- _WHAT TO DO_: Copy, from the entries below, each line in which the string "strokeStyle" appears.

Collected data:
- Opening Delimiter -

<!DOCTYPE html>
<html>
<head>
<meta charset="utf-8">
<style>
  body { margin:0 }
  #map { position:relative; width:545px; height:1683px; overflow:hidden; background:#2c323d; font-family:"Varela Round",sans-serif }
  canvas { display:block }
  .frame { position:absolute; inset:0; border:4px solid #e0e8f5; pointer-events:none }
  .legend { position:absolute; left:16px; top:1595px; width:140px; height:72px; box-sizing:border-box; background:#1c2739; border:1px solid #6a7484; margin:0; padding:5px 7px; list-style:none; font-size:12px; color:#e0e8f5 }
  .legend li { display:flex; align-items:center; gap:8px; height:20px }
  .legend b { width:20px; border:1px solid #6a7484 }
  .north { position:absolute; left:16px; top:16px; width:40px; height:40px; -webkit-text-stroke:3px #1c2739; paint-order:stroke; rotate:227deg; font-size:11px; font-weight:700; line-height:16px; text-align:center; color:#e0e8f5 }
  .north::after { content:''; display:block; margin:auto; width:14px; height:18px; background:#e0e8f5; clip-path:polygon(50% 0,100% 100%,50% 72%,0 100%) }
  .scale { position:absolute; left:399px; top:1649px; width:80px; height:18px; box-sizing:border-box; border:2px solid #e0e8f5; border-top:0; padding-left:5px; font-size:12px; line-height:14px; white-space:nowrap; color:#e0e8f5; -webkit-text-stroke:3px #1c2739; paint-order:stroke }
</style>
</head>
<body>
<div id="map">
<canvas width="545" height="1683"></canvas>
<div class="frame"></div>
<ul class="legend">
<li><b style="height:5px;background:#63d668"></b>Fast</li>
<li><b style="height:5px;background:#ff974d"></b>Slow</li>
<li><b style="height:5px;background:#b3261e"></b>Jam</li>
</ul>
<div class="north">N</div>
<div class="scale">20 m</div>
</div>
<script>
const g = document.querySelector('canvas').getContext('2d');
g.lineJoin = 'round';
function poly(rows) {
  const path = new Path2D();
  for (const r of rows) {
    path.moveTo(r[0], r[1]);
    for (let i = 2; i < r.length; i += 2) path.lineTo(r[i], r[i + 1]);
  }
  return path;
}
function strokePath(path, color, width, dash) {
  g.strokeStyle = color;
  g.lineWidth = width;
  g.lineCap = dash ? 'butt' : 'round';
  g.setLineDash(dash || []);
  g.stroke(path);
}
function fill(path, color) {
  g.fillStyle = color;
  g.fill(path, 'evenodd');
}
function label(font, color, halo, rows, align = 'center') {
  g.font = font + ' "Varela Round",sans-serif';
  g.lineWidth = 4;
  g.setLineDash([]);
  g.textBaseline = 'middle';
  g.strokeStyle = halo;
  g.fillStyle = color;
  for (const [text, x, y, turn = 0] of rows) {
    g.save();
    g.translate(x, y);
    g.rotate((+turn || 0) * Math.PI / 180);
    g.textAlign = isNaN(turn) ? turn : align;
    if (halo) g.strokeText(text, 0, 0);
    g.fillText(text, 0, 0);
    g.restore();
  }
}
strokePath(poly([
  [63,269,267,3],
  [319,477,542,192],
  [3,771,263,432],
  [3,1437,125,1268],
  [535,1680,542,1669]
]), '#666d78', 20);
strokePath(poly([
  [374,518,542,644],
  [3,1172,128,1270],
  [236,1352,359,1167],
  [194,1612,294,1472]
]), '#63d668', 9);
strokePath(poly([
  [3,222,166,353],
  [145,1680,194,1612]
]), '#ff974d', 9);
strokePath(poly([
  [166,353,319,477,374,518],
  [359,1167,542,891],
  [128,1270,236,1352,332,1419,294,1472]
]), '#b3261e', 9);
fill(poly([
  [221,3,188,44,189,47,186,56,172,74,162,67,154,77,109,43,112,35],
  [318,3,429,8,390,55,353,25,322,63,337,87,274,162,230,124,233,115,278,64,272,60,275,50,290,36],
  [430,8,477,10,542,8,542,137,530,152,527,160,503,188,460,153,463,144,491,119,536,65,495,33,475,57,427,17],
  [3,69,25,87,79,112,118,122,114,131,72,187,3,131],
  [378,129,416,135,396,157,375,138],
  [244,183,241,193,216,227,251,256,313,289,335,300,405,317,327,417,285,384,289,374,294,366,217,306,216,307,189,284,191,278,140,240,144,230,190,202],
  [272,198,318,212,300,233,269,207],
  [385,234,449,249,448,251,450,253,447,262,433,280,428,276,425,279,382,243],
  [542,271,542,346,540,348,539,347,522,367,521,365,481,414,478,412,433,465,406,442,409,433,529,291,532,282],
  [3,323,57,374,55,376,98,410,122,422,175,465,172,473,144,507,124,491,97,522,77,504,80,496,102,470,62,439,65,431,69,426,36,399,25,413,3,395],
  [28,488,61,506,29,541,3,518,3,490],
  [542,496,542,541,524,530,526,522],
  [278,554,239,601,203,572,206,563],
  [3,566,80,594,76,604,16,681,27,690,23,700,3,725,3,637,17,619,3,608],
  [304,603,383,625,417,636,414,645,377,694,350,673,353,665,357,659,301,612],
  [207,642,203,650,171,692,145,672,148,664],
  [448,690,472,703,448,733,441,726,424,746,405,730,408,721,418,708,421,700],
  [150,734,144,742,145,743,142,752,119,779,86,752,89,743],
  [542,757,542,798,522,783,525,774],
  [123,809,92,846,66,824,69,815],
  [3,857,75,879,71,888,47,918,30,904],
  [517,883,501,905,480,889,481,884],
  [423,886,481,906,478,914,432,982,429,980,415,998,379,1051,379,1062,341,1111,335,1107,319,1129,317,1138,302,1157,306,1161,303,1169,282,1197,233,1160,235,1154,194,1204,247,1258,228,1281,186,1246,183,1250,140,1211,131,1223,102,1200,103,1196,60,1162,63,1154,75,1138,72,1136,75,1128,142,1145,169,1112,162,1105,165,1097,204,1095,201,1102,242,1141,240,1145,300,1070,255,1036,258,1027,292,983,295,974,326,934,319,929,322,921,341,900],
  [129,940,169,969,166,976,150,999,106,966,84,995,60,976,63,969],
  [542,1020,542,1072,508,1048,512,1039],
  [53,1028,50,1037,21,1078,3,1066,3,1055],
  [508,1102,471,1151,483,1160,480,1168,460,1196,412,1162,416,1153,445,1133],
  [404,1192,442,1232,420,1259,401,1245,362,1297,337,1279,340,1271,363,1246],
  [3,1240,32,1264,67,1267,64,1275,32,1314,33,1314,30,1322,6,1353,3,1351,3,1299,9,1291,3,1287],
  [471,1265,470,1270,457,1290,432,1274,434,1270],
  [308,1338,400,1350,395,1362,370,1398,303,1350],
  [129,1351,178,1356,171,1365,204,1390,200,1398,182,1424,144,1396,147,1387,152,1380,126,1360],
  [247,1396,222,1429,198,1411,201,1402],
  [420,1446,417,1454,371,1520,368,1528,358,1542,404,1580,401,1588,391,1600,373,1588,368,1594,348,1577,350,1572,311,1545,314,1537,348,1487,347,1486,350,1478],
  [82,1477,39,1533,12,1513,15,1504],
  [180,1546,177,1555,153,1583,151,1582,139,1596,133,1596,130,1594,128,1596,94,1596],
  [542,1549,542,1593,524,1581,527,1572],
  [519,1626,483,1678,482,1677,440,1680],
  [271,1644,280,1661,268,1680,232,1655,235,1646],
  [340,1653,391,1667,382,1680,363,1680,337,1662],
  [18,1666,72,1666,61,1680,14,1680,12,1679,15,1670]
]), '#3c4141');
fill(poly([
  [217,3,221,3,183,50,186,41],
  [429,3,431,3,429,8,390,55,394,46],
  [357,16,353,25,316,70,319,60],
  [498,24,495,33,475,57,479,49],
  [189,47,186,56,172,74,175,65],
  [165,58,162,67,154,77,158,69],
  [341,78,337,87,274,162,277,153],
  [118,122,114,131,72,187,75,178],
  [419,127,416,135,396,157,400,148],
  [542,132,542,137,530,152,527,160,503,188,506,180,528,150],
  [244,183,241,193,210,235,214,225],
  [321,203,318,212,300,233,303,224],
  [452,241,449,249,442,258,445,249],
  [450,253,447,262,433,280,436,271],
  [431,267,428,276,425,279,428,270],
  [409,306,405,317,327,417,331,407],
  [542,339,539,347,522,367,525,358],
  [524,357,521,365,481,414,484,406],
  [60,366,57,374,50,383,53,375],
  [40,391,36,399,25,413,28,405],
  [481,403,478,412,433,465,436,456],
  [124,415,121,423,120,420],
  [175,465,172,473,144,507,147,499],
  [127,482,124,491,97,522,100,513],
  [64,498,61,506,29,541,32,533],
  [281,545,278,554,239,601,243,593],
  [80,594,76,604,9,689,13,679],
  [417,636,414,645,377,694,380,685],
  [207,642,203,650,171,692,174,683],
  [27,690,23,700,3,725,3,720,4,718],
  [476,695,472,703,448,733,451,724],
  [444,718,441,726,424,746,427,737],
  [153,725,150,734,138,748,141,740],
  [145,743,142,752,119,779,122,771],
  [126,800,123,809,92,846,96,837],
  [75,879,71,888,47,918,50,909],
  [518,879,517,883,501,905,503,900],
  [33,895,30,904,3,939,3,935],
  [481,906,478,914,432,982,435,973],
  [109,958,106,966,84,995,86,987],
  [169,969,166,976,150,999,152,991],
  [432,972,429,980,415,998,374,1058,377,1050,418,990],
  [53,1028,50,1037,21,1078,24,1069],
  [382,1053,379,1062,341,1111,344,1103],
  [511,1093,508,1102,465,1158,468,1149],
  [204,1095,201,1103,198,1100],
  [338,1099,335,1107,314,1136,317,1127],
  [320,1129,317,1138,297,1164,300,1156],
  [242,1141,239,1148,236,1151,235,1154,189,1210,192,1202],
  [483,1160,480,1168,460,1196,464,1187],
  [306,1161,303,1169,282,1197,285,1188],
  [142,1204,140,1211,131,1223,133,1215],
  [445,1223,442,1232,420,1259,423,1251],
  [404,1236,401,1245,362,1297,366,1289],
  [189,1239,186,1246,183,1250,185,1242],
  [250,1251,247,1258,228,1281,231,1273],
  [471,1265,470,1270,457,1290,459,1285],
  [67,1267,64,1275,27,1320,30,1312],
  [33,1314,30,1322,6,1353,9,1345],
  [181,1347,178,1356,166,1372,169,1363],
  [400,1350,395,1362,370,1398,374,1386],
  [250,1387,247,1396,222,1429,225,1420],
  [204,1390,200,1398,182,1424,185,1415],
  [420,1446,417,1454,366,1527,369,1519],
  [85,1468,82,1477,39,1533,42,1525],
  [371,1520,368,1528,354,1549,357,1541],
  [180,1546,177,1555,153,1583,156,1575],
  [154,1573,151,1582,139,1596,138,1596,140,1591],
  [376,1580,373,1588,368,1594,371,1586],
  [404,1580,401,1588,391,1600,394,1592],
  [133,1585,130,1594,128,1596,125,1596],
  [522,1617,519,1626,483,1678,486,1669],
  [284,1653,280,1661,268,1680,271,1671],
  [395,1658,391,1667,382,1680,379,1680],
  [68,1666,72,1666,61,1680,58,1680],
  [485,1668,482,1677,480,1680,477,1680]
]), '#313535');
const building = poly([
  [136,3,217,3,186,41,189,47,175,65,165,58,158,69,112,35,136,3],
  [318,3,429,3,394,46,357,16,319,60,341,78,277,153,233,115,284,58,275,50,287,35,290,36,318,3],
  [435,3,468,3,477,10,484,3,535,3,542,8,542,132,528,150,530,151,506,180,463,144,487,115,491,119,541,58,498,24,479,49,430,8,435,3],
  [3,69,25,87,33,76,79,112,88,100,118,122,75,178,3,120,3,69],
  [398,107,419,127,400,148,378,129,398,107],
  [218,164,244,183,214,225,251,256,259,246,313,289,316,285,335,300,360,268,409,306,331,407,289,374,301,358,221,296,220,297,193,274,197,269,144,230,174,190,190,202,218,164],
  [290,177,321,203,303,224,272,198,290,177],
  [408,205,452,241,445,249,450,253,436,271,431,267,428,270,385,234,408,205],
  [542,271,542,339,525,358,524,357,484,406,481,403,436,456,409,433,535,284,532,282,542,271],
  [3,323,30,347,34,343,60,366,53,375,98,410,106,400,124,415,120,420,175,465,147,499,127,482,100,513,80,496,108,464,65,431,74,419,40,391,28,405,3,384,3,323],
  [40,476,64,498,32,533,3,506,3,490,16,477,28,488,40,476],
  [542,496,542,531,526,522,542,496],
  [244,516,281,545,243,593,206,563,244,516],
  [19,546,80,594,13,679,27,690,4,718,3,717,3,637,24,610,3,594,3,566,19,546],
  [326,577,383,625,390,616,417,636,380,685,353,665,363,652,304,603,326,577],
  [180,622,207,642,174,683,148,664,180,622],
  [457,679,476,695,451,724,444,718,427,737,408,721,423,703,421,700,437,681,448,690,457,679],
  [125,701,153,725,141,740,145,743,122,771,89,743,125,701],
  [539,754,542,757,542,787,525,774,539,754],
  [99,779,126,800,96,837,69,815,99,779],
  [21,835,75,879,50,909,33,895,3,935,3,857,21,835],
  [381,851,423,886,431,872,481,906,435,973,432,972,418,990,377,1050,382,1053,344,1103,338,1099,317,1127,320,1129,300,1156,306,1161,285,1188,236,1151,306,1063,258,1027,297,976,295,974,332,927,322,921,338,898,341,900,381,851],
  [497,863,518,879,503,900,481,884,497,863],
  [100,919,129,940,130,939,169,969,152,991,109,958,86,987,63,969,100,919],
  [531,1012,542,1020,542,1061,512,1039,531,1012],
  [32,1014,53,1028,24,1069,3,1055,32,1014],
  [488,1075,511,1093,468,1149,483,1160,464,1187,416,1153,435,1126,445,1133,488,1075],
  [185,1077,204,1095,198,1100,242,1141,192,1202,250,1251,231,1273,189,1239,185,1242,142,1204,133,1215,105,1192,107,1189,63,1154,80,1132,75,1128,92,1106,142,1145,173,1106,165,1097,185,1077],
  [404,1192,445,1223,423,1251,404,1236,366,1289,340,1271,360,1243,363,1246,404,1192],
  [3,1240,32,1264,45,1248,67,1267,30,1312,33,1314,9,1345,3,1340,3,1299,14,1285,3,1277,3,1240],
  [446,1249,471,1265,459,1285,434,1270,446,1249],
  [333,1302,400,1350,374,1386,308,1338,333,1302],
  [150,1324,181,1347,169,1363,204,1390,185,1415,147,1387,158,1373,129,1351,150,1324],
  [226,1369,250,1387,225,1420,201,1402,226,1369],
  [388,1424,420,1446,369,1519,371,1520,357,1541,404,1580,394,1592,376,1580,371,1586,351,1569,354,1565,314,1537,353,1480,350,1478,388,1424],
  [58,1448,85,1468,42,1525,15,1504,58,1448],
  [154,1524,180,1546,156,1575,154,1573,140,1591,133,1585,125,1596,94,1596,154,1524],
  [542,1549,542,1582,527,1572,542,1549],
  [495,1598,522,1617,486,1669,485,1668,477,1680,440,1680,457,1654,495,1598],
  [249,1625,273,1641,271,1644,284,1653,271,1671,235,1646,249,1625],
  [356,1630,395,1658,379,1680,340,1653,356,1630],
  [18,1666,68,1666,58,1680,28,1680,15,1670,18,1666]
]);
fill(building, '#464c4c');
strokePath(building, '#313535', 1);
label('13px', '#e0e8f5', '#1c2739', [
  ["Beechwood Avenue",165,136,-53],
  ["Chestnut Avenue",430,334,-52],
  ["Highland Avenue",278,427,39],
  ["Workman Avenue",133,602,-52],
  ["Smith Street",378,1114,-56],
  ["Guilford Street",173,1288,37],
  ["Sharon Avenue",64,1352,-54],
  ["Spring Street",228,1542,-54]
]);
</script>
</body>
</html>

- Closing Delimiter -

- _SOLVED EXERCISE_:
  g.strokeStyle = color;
  g.strokeStyle = halo;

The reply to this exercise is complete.